## Records from a data source
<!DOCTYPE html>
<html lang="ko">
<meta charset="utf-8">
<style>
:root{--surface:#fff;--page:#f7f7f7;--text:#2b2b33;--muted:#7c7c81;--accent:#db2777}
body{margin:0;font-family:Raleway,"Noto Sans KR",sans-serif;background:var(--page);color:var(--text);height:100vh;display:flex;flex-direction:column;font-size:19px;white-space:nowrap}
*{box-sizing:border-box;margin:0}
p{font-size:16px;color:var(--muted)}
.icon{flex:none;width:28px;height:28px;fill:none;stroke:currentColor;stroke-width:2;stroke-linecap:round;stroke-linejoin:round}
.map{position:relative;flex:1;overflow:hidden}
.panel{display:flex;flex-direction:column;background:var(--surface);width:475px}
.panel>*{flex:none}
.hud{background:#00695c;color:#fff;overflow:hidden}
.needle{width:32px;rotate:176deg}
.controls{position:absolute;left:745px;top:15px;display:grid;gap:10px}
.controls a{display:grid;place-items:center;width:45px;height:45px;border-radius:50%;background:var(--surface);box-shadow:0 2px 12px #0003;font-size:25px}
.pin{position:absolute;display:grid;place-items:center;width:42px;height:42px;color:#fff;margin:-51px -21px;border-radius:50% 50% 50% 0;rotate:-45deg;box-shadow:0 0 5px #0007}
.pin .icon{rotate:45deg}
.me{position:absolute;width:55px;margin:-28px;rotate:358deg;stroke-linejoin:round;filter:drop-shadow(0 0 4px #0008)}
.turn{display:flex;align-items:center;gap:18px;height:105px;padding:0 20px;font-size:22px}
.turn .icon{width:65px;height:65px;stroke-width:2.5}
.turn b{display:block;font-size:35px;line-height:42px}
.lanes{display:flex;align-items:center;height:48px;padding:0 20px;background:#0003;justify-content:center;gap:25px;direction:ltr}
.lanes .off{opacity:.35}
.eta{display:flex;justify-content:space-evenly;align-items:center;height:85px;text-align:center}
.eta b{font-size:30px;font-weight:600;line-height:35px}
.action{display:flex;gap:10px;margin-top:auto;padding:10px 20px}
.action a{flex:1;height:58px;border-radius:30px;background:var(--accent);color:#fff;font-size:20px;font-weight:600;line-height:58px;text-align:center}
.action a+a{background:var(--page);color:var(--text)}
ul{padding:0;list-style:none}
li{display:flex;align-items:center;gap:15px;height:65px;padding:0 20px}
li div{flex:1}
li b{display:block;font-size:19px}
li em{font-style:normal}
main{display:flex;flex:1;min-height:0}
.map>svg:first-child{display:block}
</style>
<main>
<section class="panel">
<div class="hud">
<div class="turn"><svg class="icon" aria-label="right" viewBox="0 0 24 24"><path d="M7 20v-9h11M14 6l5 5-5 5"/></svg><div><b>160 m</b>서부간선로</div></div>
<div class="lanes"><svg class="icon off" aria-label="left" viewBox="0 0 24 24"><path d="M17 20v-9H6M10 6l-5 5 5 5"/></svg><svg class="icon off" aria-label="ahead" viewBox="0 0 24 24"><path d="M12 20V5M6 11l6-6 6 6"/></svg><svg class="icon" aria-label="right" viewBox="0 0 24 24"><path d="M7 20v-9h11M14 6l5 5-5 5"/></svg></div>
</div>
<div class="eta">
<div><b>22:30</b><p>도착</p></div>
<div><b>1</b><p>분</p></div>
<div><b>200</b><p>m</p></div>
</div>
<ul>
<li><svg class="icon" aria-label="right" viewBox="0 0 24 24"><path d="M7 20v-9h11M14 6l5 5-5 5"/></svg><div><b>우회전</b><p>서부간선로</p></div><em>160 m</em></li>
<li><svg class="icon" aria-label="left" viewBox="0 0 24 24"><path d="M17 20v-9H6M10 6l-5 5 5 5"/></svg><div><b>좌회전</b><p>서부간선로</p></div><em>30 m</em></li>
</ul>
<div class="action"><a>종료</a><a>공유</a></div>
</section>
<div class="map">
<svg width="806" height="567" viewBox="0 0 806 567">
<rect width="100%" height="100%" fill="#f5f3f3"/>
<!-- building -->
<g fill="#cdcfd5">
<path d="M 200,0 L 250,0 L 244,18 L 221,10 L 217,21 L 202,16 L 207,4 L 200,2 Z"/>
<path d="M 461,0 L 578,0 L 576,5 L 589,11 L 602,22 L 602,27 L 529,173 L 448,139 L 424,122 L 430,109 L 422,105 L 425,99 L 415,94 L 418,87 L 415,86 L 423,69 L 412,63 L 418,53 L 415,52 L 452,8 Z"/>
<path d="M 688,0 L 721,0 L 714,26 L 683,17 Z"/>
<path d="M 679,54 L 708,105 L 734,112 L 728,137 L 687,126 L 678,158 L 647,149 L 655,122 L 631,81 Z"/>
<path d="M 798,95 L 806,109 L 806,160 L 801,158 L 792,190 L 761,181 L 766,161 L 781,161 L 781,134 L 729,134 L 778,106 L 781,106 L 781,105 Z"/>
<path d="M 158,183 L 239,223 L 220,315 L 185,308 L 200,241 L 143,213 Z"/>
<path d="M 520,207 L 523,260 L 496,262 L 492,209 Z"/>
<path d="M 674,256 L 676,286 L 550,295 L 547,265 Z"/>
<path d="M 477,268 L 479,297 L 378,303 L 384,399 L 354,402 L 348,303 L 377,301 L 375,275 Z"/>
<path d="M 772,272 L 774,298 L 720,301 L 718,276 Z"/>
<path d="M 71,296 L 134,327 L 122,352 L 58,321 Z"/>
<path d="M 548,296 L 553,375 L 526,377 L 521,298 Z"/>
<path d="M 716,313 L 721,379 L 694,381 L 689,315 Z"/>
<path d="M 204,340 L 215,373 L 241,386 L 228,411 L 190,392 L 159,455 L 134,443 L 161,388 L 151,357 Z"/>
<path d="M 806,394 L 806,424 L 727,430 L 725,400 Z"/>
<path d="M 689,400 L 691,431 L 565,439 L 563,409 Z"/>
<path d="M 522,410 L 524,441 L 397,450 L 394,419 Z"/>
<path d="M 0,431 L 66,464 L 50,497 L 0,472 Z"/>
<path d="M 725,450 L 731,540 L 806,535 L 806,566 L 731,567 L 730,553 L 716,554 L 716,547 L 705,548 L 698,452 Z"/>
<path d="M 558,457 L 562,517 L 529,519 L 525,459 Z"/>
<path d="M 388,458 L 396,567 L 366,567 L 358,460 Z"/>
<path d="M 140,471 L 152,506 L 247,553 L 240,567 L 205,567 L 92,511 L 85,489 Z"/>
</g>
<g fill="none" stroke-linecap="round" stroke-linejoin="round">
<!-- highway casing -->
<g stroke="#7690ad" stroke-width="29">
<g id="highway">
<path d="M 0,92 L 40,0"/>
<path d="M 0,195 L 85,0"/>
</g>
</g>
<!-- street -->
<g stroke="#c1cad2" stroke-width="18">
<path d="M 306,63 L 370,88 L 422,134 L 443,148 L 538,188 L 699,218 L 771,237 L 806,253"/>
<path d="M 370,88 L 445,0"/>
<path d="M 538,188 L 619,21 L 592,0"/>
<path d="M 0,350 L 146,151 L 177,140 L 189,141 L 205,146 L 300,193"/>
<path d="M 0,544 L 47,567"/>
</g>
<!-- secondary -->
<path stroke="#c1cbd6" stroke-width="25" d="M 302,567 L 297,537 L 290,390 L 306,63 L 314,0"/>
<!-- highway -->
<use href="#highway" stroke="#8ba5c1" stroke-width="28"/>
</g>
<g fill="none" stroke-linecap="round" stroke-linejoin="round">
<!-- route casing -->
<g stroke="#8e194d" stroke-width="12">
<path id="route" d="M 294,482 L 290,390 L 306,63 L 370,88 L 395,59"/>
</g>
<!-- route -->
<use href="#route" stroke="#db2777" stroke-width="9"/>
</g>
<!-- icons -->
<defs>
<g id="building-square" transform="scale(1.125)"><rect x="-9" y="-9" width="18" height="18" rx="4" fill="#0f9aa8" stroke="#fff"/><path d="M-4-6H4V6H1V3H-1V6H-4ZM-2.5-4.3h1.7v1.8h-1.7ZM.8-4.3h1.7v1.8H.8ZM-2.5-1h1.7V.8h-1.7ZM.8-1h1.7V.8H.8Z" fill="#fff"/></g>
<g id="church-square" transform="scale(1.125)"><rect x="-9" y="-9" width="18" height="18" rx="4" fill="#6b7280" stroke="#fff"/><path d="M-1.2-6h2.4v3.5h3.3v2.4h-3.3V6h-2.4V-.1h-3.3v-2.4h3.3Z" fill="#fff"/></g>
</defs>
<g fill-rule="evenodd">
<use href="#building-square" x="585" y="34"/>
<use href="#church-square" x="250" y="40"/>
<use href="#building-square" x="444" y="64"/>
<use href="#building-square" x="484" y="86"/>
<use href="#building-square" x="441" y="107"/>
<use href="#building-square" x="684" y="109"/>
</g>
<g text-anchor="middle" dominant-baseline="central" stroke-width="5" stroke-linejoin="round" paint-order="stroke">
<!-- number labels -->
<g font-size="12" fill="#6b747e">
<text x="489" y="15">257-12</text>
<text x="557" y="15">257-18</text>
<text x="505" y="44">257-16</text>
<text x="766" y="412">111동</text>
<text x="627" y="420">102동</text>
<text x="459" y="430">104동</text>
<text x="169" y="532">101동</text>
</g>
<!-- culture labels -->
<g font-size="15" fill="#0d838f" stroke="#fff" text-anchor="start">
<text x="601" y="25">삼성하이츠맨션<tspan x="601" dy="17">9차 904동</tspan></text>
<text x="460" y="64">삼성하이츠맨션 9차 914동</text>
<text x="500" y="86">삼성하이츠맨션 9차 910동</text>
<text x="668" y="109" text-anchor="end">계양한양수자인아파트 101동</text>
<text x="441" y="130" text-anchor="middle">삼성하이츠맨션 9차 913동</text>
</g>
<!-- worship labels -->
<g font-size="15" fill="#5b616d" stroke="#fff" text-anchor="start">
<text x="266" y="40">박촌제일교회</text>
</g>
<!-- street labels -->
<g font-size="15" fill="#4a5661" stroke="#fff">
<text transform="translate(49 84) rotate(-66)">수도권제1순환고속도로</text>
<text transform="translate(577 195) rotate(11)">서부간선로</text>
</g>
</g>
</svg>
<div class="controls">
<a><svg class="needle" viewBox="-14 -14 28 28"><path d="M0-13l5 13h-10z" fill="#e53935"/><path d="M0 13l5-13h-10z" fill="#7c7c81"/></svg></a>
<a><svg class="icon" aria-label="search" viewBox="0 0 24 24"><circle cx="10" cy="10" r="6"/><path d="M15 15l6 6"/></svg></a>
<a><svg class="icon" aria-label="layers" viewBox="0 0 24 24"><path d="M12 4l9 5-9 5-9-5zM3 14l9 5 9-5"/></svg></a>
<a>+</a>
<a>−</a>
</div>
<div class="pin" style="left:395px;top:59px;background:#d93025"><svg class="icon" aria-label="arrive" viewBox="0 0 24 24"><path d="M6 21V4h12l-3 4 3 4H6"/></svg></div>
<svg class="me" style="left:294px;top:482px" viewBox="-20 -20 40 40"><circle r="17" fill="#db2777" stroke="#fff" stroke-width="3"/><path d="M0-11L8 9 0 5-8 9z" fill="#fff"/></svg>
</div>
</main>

## WHAT THE TASK REQUIRES
Check each line above for the string "none" and copy every line that has it.

## TASK RESULT
.icon{flex:none;width:28px;height:28px;fill:none;stroke:currentColor;stroke-width:2;stroke-linecap:round;stroke-linejoin:round}
.panel>*{flex:none}
ul{padding:0;list-style:none}
<g fill="none" stroke-linecap="round" stroke-linejoin="round">
<g fill="none" stroke-linecap="round" stroke-linejoin="round">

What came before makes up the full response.